Identity & Access Management Engineer

As a Remote Identity & Access Management (IAM) Engineer, you will be responsible for the design, implementation, and maintenance of secure and scalable IAM solutions that protect user access to systems, applications, and data across the enterprise. You will ensure that users have the appropriate levels of access based on their roles while enforcing robust authentication, authorization, and provisioning controls.

You'll work closely with cybersecurity, infrastructure, HR, and application teams to automate access workflows, integrate identity providers (IdPs), and monitor IAM systems for security, compliance, and performance.

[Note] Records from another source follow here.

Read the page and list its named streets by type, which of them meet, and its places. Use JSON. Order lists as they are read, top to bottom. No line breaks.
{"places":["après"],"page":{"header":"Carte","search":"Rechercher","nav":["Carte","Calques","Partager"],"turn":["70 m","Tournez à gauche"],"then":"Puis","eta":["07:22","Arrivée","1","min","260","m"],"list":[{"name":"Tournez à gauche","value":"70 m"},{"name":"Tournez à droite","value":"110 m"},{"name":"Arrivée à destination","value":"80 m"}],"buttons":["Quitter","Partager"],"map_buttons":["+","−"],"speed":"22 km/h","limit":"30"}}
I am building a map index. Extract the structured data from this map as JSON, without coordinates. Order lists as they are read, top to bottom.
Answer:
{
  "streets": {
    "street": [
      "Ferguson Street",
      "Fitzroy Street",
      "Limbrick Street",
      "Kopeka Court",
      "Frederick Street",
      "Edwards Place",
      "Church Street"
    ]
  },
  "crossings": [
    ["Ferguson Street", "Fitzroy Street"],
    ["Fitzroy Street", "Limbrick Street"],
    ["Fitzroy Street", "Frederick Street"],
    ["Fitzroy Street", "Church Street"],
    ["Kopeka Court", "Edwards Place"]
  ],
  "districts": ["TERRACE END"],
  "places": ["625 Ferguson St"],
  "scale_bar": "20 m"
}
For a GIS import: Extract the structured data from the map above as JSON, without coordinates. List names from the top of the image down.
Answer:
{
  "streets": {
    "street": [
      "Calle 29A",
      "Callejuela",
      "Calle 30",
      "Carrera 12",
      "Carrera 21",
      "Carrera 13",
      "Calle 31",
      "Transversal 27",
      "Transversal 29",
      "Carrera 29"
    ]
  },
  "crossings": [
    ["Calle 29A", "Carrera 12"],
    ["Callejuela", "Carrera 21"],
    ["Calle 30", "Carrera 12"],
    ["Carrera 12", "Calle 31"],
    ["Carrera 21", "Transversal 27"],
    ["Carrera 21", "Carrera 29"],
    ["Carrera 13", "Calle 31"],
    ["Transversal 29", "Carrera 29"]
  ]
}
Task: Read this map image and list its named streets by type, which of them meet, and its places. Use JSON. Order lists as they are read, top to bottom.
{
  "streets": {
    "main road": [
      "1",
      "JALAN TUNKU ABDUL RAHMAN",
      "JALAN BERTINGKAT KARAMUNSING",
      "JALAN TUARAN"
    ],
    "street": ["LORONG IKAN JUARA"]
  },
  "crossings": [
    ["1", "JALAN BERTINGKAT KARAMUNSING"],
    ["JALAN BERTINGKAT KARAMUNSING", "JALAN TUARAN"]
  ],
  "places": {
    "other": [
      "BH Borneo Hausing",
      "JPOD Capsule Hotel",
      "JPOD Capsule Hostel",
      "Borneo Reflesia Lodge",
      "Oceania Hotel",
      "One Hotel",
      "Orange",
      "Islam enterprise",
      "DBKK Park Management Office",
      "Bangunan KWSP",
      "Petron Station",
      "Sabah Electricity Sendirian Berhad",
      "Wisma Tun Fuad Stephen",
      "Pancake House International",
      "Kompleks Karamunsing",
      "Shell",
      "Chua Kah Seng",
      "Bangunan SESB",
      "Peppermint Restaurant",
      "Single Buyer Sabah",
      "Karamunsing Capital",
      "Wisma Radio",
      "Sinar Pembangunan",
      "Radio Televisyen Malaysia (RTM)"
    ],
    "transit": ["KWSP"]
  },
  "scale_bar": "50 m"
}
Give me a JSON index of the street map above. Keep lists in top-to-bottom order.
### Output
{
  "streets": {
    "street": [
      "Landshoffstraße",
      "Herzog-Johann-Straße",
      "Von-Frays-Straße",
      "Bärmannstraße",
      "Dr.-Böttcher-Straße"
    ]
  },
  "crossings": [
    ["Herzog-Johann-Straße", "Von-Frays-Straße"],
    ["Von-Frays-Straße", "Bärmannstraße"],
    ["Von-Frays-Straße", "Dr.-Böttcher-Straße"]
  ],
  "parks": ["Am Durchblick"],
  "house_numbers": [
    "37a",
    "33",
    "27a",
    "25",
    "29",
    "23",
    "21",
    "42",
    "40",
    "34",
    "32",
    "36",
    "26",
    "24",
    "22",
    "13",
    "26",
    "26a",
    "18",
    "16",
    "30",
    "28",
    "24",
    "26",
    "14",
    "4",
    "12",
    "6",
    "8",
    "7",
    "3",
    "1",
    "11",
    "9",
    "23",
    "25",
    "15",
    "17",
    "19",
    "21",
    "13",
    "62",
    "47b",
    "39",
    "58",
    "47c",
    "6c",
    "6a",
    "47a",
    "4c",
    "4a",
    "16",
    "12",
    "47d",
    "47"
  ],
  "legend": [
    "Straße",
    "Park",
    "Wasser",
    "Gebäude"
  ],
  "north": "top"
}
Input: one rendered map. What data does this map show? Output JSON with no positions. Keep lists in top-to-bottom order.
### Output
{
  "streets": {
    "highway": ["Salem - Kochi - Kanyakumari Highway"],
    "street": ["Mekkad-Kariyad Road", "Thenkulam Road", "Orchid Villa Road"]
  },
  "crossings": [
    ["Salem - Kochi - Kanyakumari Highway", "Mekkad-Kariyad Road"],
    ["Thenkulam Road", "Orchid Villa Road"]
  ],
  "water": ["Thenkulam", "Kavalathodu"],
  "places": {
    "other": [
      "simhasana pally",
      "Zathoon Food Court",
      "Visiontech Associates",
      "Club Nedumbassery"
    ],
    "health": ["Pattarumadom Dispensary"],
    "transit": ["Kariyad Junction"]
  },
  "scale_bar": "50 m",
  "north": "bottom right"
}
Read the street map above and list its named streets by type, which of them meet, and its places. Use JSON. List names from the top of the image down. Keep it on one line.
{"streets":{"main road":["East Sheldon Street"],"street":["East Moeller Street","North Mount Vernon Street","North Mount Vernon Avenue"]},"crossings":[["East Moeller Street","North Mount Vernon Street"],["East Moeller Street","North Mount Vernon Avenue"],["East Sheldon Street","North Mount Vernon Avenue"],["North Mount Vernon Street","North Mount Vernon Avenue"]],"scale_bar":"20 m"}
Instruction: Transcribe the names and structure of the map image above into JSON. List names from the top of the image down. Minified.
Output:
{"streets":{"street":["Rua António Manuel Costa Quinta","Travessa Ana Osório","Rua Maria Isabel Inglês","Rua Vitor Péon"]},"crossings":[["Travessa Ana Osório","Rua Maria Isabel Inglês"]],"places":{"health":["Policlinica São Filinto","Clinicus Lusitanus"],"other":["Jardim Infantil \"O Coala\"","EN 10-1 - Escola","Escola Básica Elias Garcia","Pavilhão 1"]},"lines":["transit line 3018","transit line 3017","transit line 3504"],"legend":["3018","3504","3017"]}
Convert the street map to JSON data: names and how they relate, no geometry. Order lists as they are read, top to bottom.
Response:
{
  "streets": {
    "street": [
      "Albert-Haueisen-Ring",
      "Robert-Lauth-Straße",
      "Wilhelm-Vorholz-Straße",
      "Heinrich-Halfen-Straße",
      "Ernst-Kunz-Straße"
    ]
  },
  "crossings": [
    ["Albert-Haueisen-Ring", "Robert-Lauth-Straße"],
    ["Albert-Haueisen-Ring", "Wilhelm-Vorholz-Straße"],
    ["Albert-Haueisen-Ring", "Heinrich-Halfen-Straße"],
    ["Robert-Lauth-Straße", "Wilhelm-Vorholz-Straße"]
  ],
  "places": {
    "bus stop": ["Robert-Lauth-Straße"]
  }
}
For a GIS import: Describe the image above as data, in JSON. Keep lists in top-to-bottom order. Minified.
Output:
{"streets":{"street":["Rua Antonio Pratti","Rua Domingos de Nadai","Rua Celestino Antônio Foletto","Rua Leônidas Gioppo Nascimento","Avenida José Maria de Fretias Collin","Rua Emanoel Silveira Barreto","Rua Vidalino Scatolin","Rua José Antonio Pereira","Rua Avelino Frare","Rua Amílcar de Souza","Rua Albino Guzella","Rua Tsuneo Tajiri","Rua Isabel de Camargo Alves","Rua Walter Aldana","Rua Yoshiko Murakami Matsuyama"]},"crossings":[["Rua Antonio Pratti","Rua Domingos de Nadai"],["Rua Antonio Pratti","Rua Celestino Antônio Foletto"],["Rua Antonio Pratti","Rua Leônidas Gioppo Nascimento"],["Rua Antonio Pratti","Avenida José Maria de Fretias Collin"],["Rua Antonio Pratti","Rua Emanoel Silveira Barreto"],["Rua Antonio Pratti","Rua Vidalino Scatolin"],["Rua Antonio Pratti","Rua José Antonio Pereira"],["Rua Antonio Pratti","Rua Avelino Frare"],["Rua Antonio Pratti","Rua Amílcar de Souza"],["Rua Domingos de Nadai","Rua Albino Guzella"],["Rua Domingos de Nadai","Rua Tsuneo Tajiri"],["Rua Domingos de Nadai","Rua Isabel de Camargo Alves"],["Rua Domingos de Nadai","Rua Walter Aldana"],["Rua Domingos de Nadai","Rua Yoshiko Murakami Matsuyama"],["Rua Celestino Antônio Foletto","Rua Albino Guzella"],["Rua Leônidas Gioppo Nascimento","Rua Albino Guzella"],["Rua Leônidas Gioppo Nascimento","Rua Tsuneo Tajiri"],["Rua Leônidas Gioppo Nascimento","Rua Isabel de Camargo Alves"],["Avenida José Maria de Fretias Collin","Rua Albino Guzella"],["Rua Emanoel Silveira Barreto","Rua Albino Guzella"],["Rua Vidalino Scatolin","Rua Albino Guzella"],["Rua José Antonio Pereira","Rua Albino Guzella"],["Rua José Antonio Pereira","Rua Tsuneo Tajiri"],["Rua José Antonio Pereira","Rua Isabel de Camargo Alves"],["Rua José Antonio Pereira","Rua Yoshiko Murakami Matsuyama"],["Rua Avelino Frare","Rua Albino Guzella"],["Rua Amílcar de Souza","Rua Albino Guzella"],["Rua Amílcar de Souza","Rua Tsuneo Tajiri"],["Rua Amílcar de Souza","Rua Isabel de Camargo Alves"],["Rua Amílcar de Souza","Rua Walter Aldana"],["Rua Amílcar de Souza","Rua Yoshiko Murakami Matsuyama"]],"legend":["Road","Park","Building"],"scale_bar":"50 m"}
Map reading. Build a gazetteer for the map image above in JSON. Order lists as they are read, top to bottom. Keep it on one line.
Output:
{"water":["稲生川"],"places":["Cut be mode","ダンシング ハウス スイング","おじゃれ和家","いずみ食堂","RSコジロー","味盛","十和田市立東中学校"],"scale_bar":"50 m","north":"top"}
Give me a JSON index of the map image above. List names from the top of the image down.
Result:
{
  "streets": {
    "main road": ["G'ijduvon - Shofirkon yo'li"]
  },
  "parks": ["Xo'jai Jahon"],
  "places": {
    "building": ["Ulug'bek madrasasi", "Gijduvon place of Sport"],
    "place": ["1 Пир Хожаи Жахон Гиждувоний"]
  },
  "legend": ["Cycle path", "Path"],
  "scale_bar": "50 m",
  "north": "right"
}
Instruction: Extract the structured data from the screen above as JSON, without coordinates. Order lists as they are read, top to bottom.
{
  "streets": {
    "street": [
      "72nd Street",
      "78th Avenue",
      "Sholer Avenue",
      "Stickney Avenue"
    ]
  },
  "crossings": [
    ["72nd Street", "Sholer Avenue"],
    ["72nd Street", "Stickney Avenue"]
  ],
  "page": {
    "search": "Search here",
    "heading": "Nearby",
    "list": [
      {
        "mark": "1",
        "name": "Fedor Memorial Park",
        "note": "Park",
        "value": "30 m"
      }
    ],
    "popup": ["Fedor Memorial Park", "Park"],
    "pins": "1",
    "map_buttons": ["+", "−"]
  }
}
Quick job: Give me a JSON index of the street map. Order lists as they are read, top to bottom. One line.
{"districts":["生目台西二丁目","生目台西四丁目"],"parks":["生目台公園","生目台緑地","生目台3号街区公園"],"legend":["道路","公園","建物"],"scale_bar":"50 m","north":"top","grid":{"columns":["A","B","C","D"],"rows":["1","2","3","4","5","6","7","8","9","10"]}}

This role requires a deep understanding of identity governance, privileged access management (PAM), federated authentication, and the Zero Trust security model.

You will lead efforts to manage identity lifecycles, support audits, define policies for access requests and entitlements, and continuously improve identity posture by implementing best practices and modern IAM tooling.

Key Responsibilities:

Design, develop, and maintain IAM systems, including provisioning, deprovisioning, role-based access control (RBAC), and single sign-on (SSO)

Integrate identity solutions with cloud and on-prem applications using SAML, OAuth, OIDC, and LDAP

Implement and manage identity providers such as Azure AD, Okta, Ping Identity, ForgeRock, or similar

Build and manage automation scripts/workflows for access requests, reviews, and approvals

Support access certification campaigns and provide evidence for security audits and compliance requirements (SOX, HIPAA, PCI, etc.)

Manage privileged access controls using tools such as CyberArk, BeyondTrust, or HashiCorp Vault

Monitor and troubleshoot IAM systems for reliability, latency, and anomalies

Enforce policies aligned with Zero Trust and least privilege access models

Provide technical expertise on IAM architecture and security engineering best practices

Collaborate with cross-functional teams to onboard applications and enforce secure access protocols

Required Qualifications:

Bachelors degree in Information Security, Computer Science, or related field (or equivalent experience)

2 years of hands-on IAM engineering experience in enterprise environments

Proficiency with IAM protocols (SAML, OAuth2, OIDC), directory services (LDAP, AD), and federation concepts

Experience with at least one leading IAM platform (e.g., Okta, Ping, Azure AD, ForgeRock)

Familiarity with scripting languages (e.g., PowerShell, Python, or Bash) for automation

Strong understanding of identity lifecycle, entitlement management, RBAC/ABAC models, and MFA

Ability to support incident response and IAM-related vulnerability remediation

Excellent communication and documentation skills in a remote work environment.